Slacik : Neue Bundesregierung fürchtet ernsthafte Diskussion

Verschlechterungen für 1000ende Jugendliche in "Nacht und Nebel-Aktion"

Wien (ÖGB-NÖ) "Die geplanten Änderungen im Berufsausbildungsbereich bringen massive Verschlechterungen für 1000ende Jugendliche, die in einer 'Nacht und Nebel-Aktion' eingeführt werden sollen.
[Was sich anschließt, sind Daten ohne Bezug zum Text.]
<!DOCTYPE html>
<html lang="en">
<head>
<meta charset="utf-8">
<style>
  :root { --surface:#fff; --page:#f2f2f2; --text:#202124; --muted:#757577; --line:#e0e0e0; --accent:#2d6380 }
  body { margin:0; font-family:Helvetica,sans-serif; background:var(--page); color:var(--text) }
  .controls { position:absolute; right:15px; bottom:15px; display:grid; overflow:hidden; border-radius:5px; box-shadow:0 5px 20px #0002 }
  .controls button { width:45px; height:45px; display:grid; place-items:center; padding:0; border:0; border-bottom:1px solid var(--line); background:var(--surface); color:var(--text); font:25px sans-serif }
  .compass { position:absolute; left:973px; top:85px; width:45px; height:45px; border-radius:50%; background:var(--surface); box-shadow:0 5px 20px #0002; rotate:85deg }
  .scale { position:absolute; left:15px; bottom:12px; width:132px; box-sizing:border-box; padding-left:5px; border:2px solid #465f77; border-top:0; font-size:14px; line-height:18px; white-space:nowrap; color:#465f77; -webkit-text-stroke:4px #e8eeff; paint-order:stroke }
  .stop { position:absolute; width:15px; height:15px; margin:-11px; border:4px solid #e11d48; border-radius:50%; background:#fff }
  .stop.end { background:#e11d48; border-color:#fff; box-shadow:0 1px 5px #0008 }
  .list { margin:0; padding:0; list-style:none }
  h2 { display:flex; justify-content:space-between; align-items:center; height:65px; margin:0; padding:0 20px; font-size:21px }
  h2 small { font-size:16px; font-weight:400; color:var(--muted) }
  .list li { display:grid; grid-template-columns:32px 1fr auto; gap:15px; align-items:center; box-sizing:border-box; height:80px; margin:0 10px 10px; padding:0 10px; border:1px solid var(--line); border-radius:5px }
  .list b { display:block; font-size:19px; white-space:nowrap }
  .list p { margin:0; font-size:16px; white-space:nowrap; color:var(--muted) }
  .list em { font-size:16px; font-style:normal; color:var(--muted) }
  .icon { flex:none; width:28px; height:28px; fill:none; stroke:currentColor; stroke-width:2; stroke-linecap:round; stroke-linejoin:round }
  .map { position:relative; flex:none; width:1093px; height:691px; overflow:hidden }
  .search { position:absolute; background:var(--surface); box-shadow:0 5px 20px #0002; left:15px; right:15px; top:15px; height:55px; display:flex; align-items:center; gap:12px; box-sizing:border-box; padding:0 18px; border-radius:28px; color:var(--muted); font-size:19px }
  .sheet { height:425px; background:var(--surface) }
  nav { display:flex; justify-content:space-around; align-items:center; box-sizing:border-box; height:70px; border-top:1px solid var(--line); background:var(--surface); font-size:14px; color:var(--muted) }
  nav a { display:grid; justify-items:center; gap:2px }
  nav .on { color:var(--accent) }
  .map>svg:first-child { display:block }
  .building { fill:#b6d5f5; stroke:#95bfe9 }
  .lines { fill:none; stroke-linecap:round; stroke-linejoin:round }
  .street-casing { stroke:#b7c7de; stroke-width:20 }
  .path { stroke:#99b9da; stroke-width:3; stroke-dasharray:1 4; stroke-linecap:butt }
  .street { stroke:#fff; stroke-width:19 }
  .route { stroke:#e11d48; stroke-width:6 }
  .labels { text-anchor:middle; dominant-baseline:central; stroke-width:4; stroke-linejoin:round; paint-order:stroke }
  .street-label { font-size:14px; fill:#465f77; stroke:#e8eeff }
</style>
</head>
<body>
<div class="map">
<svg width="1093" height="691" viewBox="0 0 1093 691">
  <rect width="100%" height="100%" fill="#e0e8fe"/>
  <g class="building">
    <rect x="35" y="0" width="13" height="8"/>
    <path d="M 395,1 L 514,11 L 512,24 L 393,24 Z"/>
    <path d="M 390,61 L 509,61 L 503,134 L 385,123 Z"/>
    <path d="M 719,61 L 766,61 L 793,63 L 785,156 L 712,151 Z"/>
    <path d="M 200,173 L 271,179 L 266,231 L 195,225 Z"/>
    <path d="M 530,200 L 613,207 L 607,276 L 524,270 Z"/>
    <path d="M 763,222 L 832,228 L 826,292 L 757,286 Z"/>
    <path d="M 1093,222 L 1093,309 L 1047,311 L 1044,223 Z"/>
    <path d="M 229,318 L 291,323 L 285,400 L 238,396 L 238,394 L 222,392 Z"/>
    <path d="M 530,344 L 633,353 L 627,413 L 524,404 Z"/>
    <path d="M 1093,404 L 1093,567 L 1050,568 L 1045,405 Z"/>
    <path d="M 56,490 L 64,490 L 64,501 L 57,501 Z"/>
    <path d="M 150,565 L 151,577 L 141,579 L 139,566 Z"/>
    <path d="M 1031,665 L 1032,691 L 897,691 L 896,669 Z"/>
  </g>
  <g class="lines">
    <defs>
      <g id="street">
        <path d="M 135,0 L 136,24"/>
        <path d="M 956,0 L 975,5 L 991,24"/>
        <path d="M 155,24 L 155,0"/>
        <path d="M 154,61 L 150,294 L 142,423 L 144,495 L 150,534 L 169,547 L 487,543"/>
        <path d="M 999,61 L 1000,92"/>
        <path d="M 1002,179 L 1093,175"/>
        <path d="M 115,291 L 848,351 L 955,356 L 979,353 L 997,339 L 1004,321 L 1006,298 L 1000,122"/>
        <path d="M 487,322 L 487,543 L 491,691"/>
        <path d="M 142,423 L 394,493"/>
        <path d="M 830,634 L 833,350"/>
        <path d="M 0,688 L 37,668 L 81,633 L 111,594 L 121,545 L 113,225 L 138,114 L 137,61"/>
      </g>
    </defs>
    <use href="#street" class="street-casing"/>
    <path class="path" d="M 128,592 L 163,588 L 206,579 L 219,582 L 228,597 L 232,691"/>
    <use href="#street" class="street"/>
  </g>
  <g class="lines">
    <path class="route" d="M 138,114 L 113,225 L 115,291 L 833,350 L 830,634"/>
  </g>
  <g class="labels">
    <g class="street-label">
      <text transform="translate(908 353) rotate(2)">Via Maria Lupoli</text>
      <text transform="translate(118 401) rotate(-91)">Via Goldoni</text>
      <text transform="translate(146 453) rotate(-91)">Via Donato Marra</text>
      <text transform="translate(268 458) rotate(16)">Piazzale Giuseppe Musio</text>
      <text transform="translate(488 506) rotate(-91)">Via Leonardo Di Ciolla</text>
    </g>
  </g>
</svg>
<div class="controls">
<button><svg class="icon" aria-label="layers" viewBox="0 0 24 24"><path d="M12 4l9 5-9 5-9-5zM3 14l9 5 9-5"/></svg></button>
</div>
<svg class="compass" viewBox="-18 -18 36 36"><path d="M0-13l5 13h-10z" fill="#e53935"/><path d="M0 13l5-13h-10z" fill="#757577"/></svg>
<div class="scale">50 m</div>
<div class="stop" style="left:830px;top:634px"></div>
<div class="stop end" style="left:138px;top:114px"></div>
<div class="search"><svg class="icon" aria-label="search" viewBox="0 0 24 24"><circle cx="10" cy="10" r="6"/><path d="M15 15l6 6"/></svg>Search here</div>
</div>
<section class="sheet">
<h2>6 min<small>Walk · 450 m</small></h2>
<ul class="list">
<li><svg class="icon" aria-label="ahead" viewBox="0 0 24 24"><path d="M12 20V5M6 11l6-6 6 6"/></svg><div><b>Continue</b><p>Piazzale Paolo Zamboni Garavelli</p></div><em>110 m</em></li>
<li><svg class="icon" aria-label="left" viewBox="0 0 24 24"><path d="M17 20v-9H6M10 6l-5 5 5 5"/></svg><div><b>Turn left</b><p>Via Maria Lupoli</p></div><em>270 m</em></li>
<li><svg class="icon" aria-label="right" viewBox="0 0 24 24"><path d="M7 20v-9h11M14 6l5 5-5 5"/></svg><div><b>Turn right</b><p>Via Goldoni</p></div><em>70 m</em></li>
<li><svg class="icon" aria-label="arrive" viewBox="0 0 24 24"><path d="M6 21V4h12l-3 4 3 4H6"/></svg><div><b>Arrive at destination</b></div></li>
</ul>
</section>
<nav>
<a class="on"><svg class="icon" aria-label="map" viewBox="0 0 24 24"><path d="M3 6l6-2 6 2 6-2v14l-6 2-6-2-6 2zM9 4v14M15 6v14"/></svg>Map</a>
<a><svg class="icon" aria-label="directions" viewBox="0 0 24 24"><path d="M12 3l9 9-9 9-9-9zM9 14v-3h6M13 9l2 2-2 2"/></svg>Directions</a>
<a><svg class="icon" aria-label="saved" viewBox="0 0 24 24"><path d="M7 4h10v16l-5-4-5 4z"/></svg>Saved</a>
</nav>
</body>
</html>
Die neue Bundesregierung fürchtet sich offenbar vor ernsthaften und qualifizierten Diskussionen, stattdessen wird bestimmt und erst im Nachhinein informiert", kritisierte Montag der Landesvorsitzende der ÖGJ-NÖ, Patrick Slacik, im Zusammenhang mit der so genannten "Lehrlingsoffensive" der Bundesregierung, die in Wahrheit einer Zerschlagung der hohen Ausbildungsqualität in Österreich gleichkommt und Tausende Jugendliche der Willkür der "Lehrherren" - bis vor kurzem noch Ausbildner, bald aber Ausnutzer -ausliefert.++++

"Während bisher Jugendliche, die keine Lehrstelle fanden, eine vollwertige Ausbildung erhielten, sollen sie nun in unverbindlichen Lehrgängen beschäftigt werden, die die Unternehmer nicht einmal anerkennen müssen", warnte Slacik. Massive Kritik übt der ÖGJ-NÖ Landesvorsitzende auch an der geplanten "Vorlehre', die eine "Schmalspurausbildung" bedeutet, mit der Hilfsarbeiter in den Betrieben durch noch billigere Jugendliche ersetzt werden können. "Dazu kommt noch, dass die Jugendlichen während der ersten sechs Monate jederzeit gekündigt werden können und wieder auf der Straße stehen", unterstrich Slacik. Aber es kommt noch dicker: Denn der "Lehrherr" entscheidet, ob die Jugendlichen aus der Vorlehre überhaupt in ein reguläres Lehrverhältnis umsteigen dürfen. "Dem Missbrauch ist damit Tür und Tor geöffnet - und zwar einem Missbrauch der Jugendlichen als Billigstlohnsklaven ohne Zukunftshoffnung, der 'Gnade' der 'Lehrherren' ausgeliefert", der ÖGJ-Landesvorsitzende.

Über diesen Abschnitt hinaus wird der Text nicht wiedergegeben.